Sermaye birikimi, Smith’in ekonomik büyüme teorisinin temel noktasını oluşturmaktadır. Buna göre, sermaye birikimi piyasanın genişlemesi adına önemli bir role sahiptir. Emeğin ihtisaslaşmış eylemler gerçekleştirmek için donatılması daha çok sermaye birikimi gerektirmekte ve bunun sonucu olarak ücretler, asgari geçim düzeyini aşabilmektedir. Bu durum talebi artıran ve piyasanın genişlemesine izin veren nüfusun artmasını sağlamaktadır.

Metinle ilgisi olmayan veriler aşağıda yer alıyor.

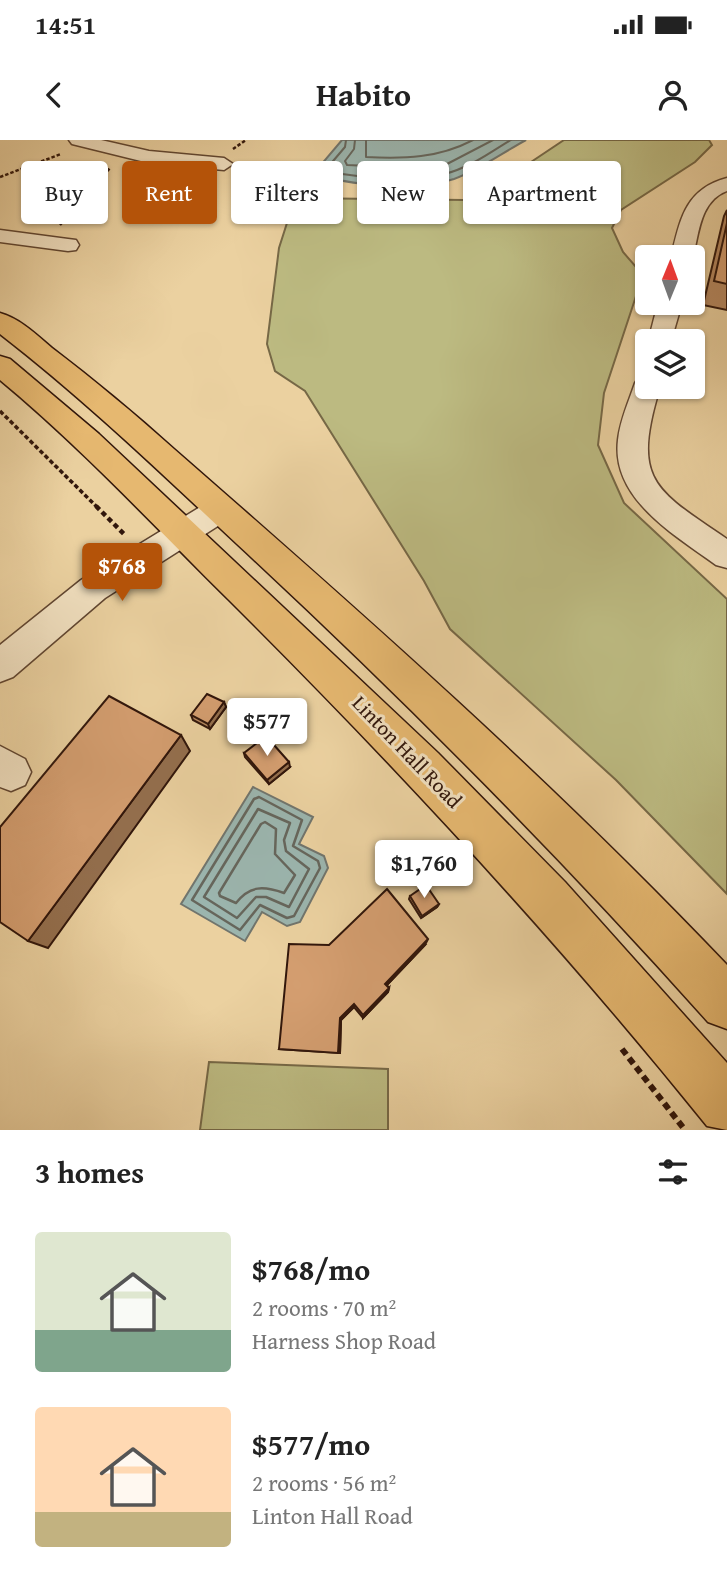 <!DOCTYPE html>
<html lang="en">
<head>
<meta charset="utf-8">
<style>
  body { margin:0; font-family:"Gentium Book Plus",serif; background:#f6f6f6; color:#222; height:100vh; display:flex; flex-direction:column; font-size:26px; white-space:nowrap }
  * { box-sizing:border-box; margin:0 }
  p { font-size:23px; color:#767676 }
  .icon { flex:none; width:38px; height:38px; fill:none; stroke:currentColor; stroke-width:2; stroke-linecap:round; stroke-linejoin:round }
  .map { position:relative; height:990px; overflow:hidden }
  .side { display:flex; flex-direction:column; background:#fff; flex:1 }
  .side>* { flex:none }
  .top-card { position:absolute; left:21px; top:21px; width:686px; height:63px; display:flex; gap:14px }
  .needle { width:46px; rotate:1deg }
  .controls { position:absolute; left:635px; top:105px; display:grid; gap:14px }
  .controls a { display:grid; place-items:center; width:70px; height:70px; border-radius:7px; background:#fff; box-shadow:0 2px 5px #0004; font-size:35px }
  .price { position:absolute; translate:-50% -60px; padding:0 16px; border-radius:7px; background:#fff; color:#222; font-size:23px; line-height:46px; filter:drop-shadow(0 2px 4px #0008) }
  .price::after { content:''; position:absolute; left:50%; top:42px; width:21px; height:16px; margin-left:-10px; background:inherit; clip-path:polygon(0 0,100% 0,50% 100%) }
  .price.current { background:#b45309; color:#fff }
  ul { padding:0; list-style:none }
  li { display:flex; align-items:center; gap:21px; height:175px; padding:0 35px }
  li span { display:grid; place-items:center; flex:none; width:196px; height:140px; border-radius:7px; color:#555 }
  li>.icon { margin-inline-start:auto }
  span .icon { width:84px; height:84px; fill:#fffc; stroke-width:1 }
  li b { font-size:30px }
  h2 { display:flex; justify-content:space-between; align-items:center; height:84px; padding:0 35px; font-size:30px }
  .tag { padding:0 24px; border-radius:7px; background:#fff; box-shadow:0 2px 5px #0004; font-size:24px; line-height:63px }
  .tag.current { background:#b45309; color:#fff }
  .status { display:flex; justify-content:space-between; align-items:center; height:49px; padding:0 35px; background:#fff; direction:ltr }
  .status svg { height:19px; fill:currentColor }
  header { display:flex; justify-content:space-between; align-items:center; height:91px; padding:0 35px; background:#fff; font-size:32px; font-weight:700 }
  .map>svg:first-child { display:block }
  .green { fill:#bcba81; stroke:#766846; stroke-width:2 }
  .water { fill:#9bb5ae; stroke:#71756d; stroke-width:2 }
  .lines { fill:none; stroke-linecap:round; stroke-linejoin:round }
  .shore-far1 { stroke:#66665c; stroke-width:2 }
  .shore { stroke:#66665c; stroke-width:2.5 }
  .minor-casing { stroke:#604530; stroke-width:3 }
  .major-casing { stroke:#31160b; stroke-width:3 }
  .path-far3 { stroke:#31160b; stroke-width:2.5; stroke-dasharray:3.5 2; stroke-linecap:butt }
  .path-far2 { stroke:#31160b; stroke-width:3.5; stroke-dasharray:4.5 2.5; stroke-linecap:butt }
  .path-far1 { stroke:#31160b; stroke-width:4.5; stroke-dasharray:5 3.5; stroke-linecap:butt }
  .path { stroke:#31160b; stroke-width:6; stroke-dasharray:7 4.5; stroke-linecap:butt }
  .minor { fill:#f2e1c1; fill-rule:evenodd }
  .major { fill:#e6b870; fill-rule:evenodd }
  .wall { fill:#b68860; stroke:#31160b; stroke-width:2 }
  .shaded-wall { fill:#946f4e; stroke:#31160b; stroke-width:2 }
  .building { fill:#d49e70; stroke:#31160b; stroke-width:2 }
  .labels { text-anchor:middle; stroke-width:6; stroke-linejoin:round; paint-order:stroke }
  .street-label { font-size:21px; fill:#31160b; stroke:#f2e1c1 }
</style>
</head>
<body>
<div class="status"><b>14:51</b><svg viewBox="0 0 49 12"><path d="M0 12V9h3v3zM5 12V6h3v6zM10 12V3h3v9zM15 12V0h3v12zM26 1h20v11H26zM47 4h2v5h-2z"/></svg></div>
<header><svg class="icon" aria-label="back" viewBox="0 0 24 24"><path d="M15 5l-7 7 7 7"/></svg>Habito<svg class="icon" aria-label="person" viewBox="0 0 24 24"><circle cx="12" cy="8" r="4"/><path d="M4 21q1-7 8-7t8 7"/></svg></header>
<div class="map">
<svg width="727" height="990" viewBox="0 0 727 990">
  <rect width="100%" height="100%" fill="#ebd1a0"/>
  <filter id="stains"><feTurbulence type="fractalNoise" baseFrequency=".00286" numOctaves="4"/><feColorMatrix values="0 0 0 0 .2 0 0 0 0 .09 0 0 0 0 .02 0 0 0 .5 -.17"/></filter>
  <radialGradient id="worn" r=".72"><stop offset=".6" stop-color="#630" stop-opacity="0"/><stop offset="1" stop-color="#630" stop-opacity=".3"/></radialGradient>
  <g class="green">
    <path d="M 564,0 L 709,0 L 712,5 L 695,22 L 621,70 L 612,88 L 623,112 L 643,135 L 604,253 L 598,305 L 624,363 L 727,459 L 727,754 L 616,640 L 450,489 L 424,441 L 305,251 L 275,231 L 267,204 L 279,108 L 295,58 L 464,60 L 495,46 Z"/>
    <path d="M 209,922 L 388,929 L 388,990 L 200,990 Z"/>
  </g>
  <g class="water">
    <path d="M 342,0 L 526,0 C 502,13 479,30 454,39 C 418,51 348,46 314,33 Z"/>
    <path d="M 253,647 L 313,677 L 299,704 L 324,716 L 328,728 L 300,782 L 287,786 L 262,772 L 245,801 L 181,764 Z"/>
  </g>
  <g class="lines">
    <g class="shore-far1">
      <path d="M 346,0 L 345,7 L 328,27 L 330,32 C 372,39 424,46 464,27 C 481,20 495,9 511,0"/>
      <path d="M 355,0 L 354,9 L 345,21 L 347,25 L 415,28 L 447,24 L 493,0"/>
      <path d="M 366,0 L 366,17 C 404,19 439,18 473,0"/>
    </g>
    <g class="shore">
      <path d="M 259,657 L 302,680 L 293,706 L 318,721 L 320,728 L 294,776 L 287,778 L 260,765 L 240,790 L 192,760 L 254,659 Z"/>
      <path d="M 258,669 L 290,683 L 284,700 L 286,711 L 309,729 L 289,767 L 266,757 L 256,757 L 237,778 L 204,757 Z"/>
      <path d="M 265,682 L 276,689 L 275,714 L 295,735 L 284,753 C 264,746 250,745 236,763 L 220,756 L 219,753 L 261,684 Z"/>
    </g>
    <defs>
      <g id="minor">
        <path d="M 69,0 L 101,0 L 149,11 L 224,18 L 233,24 L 224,30 L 149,23 L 72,4 Z"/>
        <path d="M 727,38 L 727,51 C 700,61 699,93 693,117 L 671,117 C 680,80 685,49 727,38 Z"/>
        <path d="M 0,90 L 68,99 L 76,100 L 79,105 L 76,110 L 68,111 L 0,102 Z"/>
        <path d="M 658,163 L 682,163 L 671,201 L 648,202 Z"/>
        <path d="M 648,235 L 648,247 L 660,247 C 632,340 652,348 727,399 L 727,428 L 716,425 C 675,395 611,359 618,300 C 620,280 629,261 635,243 L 639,237 Z"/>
        <path d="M 221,358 L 232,361 L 236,369 L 232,377 L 105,458 L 13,537 L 0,542 L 0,505 L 81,440 L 210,361 Z"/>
        <path d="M 0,606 L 25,619 L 31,632 L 25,645 L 11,651 L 0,647 Z"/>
      </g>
      <g id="major">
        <path d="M 0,173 C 19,178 37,195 52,208 C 94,240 135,274 174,309 C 364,475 553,642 727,825 L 727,889 L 708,882 C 559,715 401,556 237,404 C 160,332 84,259 0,194 Z"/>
        <path d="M 0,216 L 10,219 L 99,294 L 438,613 L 565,742 L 727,923 L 727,990 L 707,986 C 558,801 397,627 228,459 C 153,385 81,307 0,240 Z"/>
      </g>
    </defs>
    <use href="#minor" class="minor-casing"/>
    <use href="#major" class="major-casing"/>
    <g class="path-far3">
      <path d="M 233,9 L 246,0"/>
      <path d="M 0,37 L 61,14"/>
      <path d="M 60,85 L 110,28"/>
    </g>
    <path class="path-far2" d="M 0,271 L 98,368"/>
    <path class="path-far1" d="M 96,366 L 126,396"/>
    <path class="path" d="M 622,909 L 685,990"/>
    <use href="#minor" class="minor"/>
    <use href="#major" class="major"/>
  </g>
  <g class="wall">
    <path d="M 727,70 L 727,170 L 703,165 L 724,76 Z"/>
    <path d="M 224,562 L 226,567 L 210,589 L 193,580 L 191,575 Z"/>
    <path d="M 244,613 L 290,627 L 269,644 L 245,617 Z"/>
    <path d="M 410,756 L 439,764 L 437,767 L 421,778 L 409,759 Z"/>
    <path d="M 329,805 L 425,805 L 387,845 L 389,848 L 388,852 L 363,878 L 354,867 L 341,880 L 340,913 L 279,909 Z"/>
  </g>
  <g class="shaded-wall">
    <path d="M 224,562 L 226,567 L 210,589 L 208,584 Z"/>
    <path d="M 181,595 L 190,611 L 48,808 L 28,801 Z"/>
    <path d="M 289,622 L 290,627 L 269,644 L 267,640 Z"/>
    <path d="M 439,764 L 437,767 L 421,778 L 422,776 Z"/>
    <path d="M 428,799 L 425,805 L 384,848 L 385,844 Z"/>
    <path d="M 389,848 L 388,852 L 363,878 L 363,875 Z"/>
    <path d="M 354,864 L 354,867 L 341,880 L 340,913 L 338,913 L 340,878 Z"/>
  </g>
  <g class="building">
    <path d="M 727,83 L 727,144 L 714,141 Z"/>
    <path d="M 207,554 L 224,562 L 208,584 L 191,575 Z"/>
    <path d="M 109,556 L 181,595 L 28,801 L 0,782 L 0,687 Z"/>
    <path d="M 266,596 L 289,622 L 267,640 L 244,613 Z"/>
    <path d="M 426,745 L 439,764 L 422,776 L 410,756 Z"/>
    <path d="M 387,749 L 428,799 L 385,844 L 389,848 L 363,875 L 354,864 L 340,878 L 338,913 L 279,909 L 289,804 L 329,805 Z"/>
  </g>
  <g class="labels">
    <g class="street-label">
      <text transform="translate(407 612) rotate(46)" y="7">Linton Hall Road</text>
    </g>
  </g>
  <rect width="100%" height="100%" filter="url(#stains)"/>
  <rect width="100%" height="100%" fill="url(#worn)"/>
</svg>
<div class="controls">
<a><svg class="needle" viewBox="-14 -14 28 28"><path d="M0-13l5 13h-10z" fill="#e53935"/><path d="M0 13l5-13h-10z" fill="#767676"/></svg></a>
<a><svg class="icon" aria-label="layers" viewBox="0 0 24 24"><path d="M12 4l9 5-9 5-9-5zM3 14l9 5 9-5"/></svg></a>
</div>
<b class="price current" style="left:122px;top:463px">$768</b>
<b class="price" style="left:267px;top:618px">$577</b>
<b class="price" style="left:424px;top:760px">$1,760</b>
<div class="top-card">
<a class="tag">Buy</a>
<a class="tag current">Rent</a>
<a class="tag">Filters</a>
<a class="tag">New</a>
<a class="tag">Apartment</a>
</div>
</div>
<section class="side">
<h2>3 homes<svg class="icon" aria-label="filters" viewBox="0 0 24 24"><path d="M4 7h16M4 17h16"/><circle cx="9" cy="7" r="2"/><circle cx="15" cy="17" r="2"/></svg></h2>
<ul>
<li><span style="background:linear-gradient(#dfe7d0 70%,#7fa58c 0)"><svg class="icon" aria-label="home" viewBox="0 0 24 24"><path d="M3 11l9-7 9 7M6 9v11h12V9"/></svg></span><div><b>$768/mo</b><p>2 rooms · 70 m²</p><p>Harness Shop Road</p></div></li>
<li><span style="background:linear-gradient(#ffd9b3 75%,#c2b280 0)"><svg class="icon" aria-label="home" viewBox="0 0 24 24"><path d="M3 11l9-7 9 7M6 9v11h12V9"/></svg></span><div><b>$577/mo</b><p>2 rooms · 56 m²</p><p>Linton Hall Road</p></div></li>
</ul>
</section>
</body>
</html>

Merkantilist düşüncenin aksine, dış ticaret ülke ekonomileri açısından önemli avantajlara sahiptir. Dış ticaret neticesinde uluslararası iş bölümü genişler, ülkede üretilen fazla çıktıyı değerlendirme alanı bulunabilir ve bazı malları daha ucuza temin etme imkânı doğabilir. Piyasa genişlemesi ve emeğin verimliliği olumlu anlamda etkilenir. Ancak dış ticarette yaşanan herhangi bir müdahale ya da kısıtlama politikası, piyasa genişlemesini sınırlayarak uluslararası emeğin uzmanlaşmasını ve yurtiçi üretkenliği azaltır (Spengler, 1959: 401). Bu durum ekonomik büyümenin önündeki en büyük engellerden birini oluşturacaktır.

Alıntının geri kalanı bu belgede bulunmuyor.